(Data records)
※ ※ ※

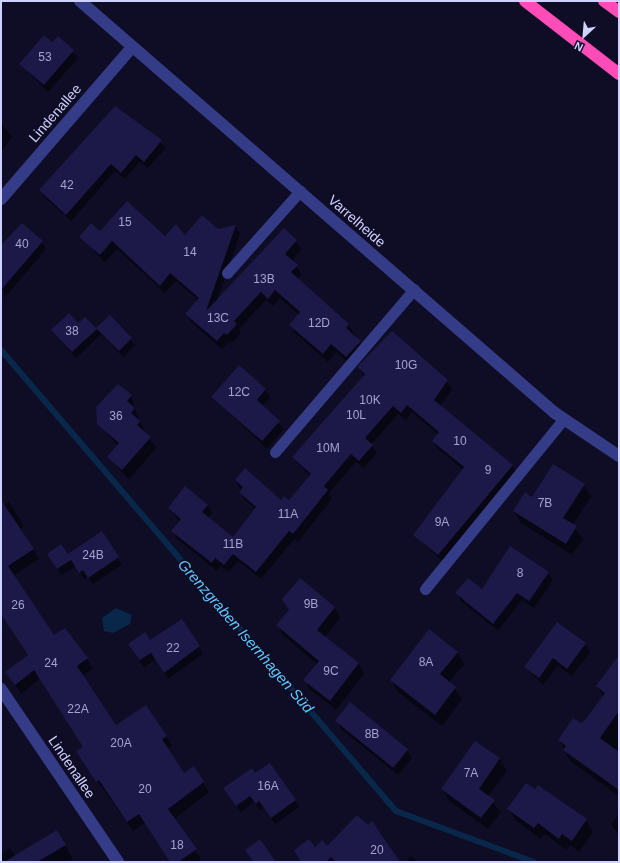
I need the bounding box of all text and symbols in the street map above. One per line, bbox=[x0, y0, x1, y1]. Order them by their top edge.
north arrow bbox=[564, 16, 604, 56]
text: N bbox=[573, 40, 585, 54]
house number: 53 bbox=[38, 51, 52, 65]
street label: Lindenallee bbox=[25, 80, 85, 146]
house number: 42 bbox=[60, 179, 74, 193]
street label: Varrelheide bbox=[325, 192, 389, 250]
house number: 15 bbox=[118, 216, 132, 230]
house number: 40 bbox=[15, 238, 29, 252]
house number: 14 bbox=[183, 246, 197, 260]
house number: 13B bbox=[253, 273, 275, 287]
house number: 13C bbox=[207, 312, 229, 326]
house number: 12D bbox=[308, 317, 330, 331]
house number: 38 bbox=[65, 325, 79, 339]
house number: 10G bbox=[395, 359, 417, 373]
house number: 12C bbox=[228, 386, 250, 400]
house number: 10K bbox=[359, 394, 381, 408]
house number: 10L bbox=[346, 409, 366, 423]
house number: 36 bbox=[109, 410, 123, 424]
house number: 10 bbox=[453, 435, 467, 449]
house number: 10M bbox=[316, 442, 340, 456]
house number: 9 bbox=[485, 464, 491, 478]
house number: 7B bbox=[538, 497, 552, 511]
house number: 11A bbox=[278, 508, 298, 522]
house number: 9A bbox=[435, 516, 449, 530]
house number: 11B bbox=[223, 538, 243, 552]
house number: 24B bbox=[82, 549, 104, 563]
water label: Grenzgraben Isernhagen Süd bbox=[174, 556, 318, 716]
house number: 8 bbox=[517, 567, 523, 581]
house number: 9B bbox=[304, 598, 318, 612]
house number: 26 bbox=[11, 599, 25, 613]
house number: 22 bbox=[166, 642, 180, 656]
house number: 8A bbox=[419, 656, 433, 670]
house number: 24 bbox=[44, 657, 58, 671]
house number: 9C bbox=[323, 665, 339, 679]
house number: 22A bbox=[67, 703, 89, 717]
house number: 8B bbox=[365, 728, 379, 742]
street label: Lindenallee bbox=[45, 733, 99, 801]
house number: 20A bbox=[110, 737, 132, 751]
house number: 7A bbox=[464, 767, 478, 781]
house number: 16A bbox=[257, 780, 279, 794]
house number: 20 bbox=[138, 783, 152, 797]
house number: 18 bbox=[170, 839, 184, 853]
house number: 20 bbox=[370, 844, 384, 858]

※ ※ ※

Work order →
Could you write the entries out again exactly, without their pictures?

Answer to this problem →
I need the bounding box of all text and symbols in the street map above. One per line, bbox=[x0, y0, x1, y1]. Order them by their top edge.
north arrow bbox=[564, 16, 604, 56]
text: N bbox=[573, 40, 585, 54]
house number: 53 bbox=[38, 51, 52, 65]
street label: Lindenallee bbox=[25, 80, 85, 146]
house number: 42 bbox=[60, 179, 74, 193]
street label: Varrelheide bbox=[325, 192, 389, 250]
house number: 15 bbox=[118, 216, 132, 230]
house number: 40 bbox=[15, 238, 29, 252]
house number: 14 bbox=[183, 246, 197, 260]
house number: 13B bbox=[253, 273, 275, 287]
house number: 13C bbox=[207, 312, 229, 326]
house number: 12D bbox=[308, 317, 330, 331]
house number: 38 bbox=[65, 325, 79, 339]
house number: 10G bbox=[395, 359, 417, 373]
house number: 12C bbox=[228, 386, 250, 400]
house number: 10K bbox=[359, 394, 381, 408]
house number: 10L bbox=[346, 409, 366, 423]
house number: 36 bbox=[109, 410, 123, 424]
house number: 10 bbox=[453, 435, 467, 449]
house number: 10M bbox=[316, 442, 340, 456]
house number: 9 bbox=[485, 464, 491, 478]
house number: 7B bbox=[538, 497, 552, 511]
house number: 11A bbox=[278, 508, 298, 522]
house number: 9A bbox=[435, 516, 449, 530]
house number: 11B bbox=[223, 538, 243, 552]
house number: 24B bbox=[82, 549, 104, 563]
water label: Grenzgraben Isernhagen Süd bbox=[174, 556, 318, 716]
house number: 8 bbox=[517, 567, 523, 581]
house number: 9B bbox=[304, 598, 318, 612]
house number: 26 bbox=[11, 599, 25, 613]
house number: 22 bbox=[166, 642, 180, 656]
house number: 8A bbox=[419, 656, 433, 670]
house number: 24 bbox=[44, 657, 58, 671]
house number: 9C bbox=[323, 665, 339, 679]
house number: 22A bbox=[67, 703, 89, 717]
house number: 8B bbox=[365, 728, 379, 742]
street label: Lindenallee bbox=[45, 733, 99, 801]
house number: 20A bbox=[110, 737, 132, 751]
house number: 7A bbox=[464, 767, 478, 781]
house number: 16A bbox=[257, 780, 279, 794]
house number: 20 bbox=[138, 783, 152, 797]
house number: 18 bbox=[170, 839, 184, 853]
house number: 20 bbox=[370, 844, 384, 858]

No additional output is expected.